A brunette with a cat carrier came up to the desk. “Rick, go back and talk to Kizzie. You’re an animal hospital. This is an emergency. She needs to know about this.”

“Ms. Avery, she doesn’t like it when I interrupt her when she’s with a patient.”

“She’ll be more upset if you don’t. Trust me, okay?”

The young man looked at her like she hung the moon, nodded, and went through a door to the back.

“Thank you,” I told her. “I wasn’t going to handle that well. Would you tell them I’m right out front? It’s a green 4Runner.”

“I’ll tell her. She needs a stretcher, right?”

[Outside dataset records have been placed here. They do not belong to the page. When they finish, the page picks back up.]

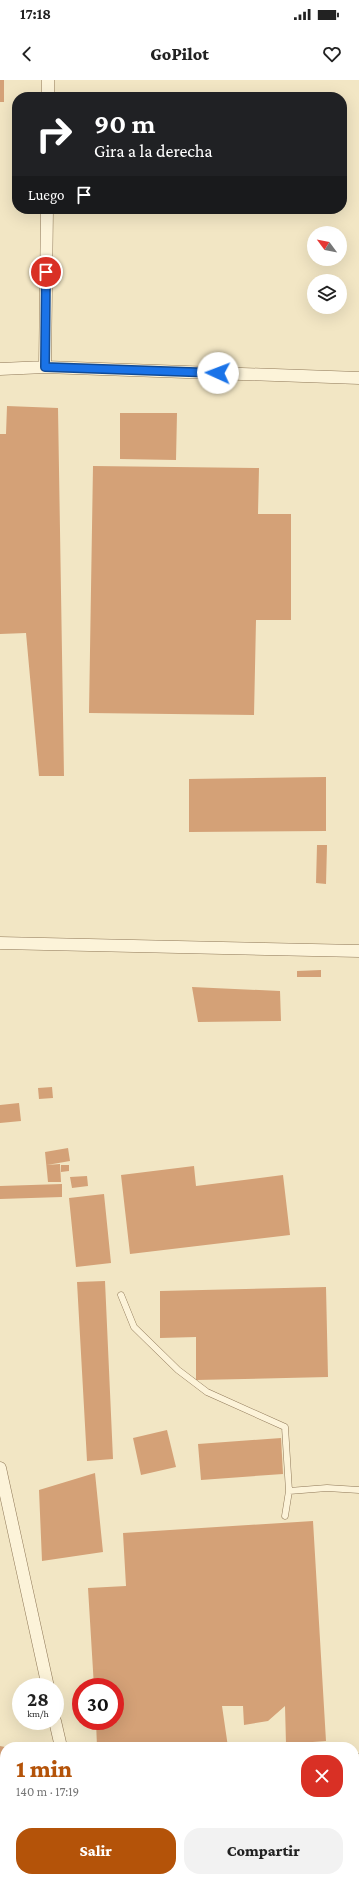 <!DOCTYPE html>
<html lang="es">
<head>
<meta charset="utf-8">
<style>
	:root { --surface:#fff; --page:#f2f2f2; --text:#222; --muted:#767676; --accent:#b45309 }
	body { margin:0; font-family:"Crimson Pro",serif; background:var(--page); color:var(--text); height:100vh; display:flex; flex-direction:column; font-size:15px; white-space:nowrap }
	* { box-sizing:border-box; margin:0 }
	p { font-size:13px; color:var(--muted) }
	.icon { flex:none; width:22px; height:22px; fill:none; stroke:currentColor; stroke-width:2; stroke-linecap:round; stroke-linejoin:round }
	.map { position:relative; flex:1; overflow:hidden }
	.details { position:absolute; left:0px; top:1662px; width:359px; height:140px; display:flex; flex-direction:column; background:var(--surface); border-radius:16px 16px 0 0; box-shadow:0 4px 16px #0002 }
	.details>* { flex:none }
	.guide { position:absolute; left:12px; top:12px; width:335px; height:122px; border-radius:16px; box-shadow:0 4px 16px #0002; background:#202124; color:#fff; overflow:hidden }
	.needle { width:26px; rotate:302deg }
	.buttons { position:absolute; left:307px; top:146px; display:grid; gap:8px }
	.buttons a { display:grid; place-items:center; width:40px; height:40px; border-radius:50%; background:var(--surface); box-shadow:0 4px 16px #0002; font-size:20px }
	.speed { position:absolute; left:12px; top:1598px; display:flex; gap:8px; font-size:20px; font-weight:700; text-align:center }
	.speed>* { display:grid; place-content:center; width:52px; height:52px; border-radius:50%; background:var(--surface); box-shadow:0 4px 16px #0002; line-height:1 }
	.speed small { font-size:10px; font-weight:400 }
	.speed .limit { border:6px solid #d22; background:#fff; color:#111 }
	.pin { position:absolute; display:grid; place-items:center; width:34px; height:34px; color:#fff; margin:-17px; border:2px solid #fff; border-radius:50%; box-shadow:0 1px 4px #0007 }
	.me { position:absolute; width:44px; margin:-22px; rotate:272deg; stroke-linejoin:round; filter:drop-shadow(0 0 3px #0008) }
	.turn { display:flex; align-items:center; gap:14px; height:84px; padding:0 16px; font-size:18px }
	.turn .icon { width:52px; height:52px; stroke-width:2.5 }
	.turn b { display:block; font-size:28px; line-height:34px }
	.then { display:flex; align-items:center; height:38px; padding:0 16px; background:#0003; gap:8px; font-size:15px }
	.round { display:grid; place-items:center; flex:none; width:42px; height:42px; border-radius:16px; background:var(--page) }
	.headline { display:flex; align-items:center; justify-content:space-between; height:68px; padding:0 16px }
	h1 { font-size:24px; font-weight:800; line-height:30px; color:var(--accent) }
	.button { display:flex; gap:8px; margin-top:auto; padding:8px 16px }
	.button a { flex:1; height:46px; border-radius:16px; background:var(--accent); color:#fff; font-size:16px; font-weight:800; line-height:46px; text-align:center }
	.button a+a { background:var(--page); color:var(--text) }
	.status { display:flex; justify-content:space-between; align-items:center; height:28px; padding:0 20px; background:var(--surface); direction:ltr }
	.status svg { height:11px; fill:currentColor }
	header { display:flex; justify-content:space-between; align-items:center; height:52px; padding:0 16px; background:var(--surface); font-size:18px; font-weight:800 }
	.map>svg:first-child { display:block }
</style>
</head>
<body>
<div class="status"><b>17:18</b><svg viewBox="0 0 49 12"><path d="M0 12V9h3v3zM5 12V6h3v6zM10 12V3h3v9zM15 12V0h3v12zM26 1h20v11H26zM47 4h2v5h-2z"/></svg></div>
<header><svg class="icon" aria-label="back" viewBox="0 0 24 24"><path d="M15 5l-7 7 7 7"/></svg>GoPilot<svg class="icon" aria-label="heart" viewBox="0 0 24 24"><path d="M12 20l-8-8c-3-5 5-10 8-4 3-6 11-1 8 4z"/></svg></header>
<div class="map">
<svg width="359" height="1802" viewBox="0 0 359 1802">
	<rect width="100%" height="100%" fill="#f2e6c4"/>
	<!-- building -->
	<path fill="#d4a177" d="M0,0H4V22H0Z
		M7,326L58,328L64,696H39L26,553L0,554V354H6Z
		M120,333H177L176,380L120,379Z
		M93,386L259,388L258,434H291V540H256L254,635L89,633Z
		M326,697V751L189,752V699Z
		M317,765H327L326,804L316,803Z
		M321,890V897H297V891Z
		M192,907L280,911L281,941L198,942Z
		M52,1007L53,1018L39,1019L38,1008Z
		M19,1023L21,1041L0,1043V1025Z
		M68,1068L70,1081L47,1085L60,1084L61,1102H48L45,1072Z
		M61,1085H69V1091L61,1092Z
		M194,1086L196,1106L283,1095L290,1155L130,1174L121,1095Z
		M87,1096L88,1106L72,1108L70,1097Z
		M62,1104V1117L0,1119V1106Z
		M104,1114L111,1183L76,1187L69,1118Z
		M105,1201L113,1379L87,1381L77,1202Z
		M326,1207L328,1297L196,1300V1257L160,1258V1211Z
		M167,1350L176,1387L141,1395L133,1358Z
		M281,1358L283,1394L201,1400L198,1364Z
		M95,1393L103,1472L42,1481L39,1410Z
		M313,1441L326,1661L286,1664L285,1626L268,1641L244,1645L243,1626H222L228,1667H97L96,1641H115V1607H94L88,1508L126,1506L123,1453Z
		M0,1666L5,1667V1697L0,1696Z
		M147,1797H311L312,1802H148Z"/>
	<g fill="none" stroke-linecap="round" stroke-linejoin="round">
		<defs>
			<path id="service" d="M121,1215L134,1247L178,1290L207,1312L285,1347L289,1411L285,1436
				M289,1411L327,1408L359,1410"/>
			<path id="minor" d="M48,17V0
				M45,287L47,129
				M0,289L45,287L359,298
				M0,863L359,871
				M0,1388L48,1607
				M55,1641L61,1667
				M354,1680H359
				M0,1714L5,1713
				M82,1797L83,1802"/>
		</defs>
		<!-- service casing -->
		<use href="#service" stroke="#8f7858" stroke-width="7"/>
		<!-- minor casing -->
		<use href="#minor" stroke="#8f7858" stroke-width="13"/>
		<!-- service -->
		<use href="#service" stroke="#fcf3d9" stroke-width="6"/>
		<!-- minor -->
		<use href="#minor" stroke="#fcf3d9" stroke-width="12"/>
	</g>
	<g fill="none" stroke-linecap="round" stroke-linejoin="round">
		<defs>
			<path id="route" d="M46,192L45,287L218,293"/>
		</defs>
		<!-- route casing -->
		<use href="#route" stroke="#114b97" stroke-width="10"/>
		<!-- route -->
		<use href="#route" stroke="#1a73e8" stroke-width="7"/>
	</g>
</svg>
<div class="buttons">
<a><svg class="needle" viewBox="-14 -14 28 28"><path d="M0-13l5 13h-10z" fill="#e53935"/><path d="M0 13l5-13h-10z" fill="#767676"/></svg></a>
<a><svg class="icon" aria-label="layers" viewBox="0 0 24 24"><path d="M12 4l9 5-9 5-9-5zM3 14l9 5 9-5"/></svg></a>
</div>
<div class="speed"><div>28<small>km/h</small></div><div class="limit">30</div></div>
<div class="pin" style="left:46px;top:192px;background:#d93025"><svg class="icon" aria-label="arrive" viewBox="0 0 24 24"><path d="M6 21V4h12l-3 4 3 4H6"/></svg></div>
<svg class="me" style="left:218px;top:293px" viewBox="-20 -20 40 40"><circle r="19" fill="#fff"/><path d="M0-13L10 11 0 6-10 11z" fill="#1a73e8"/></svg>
<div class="guide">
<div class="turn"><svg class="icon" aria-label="right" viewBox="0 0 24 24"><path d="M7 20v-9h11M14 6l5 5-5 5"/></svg><div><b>90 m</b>Gira a la derecha</div></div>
<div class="then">Luego<svg class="icon" aria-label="arrive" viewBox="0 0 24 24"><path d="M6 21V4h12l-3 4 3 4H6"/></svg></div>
</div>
<section class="details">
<div class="headline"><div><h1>1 min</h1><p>140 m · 17:19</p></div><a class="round" style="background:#d93025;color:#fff"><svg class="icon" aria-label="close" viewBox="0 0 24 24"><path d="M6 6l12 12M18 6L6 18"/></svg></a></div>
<div class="button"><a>Salir</a><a>Compartir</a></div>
</section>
</div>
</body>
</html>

I nodded as I went outside.

I opened the other back door this time, the one near Chaos’ head. I put my hand near her muzzle and she licked it. She tried to lift her head, but it seemed too much for her.

“It’s okay sweetie, just rest. Kizzie will take care of you.”

“Marlowe, right?”

I hadn’t even heard Kizzie come up behind me, I’d been so focused on Chaos. I spun around and looked straight into Kizzie’s concerned blue eyes.

“Yeah, I’m Marlowe, and this is Chaos. I got a pretty bad jolt when we were hit, and I was buckled in. Chaos wasn’t buckled in, so I don’t know what happened to her.”

Kizzie took one look at Chaos and said, “We’re going to have to get her out of the car and onto a stretcher.”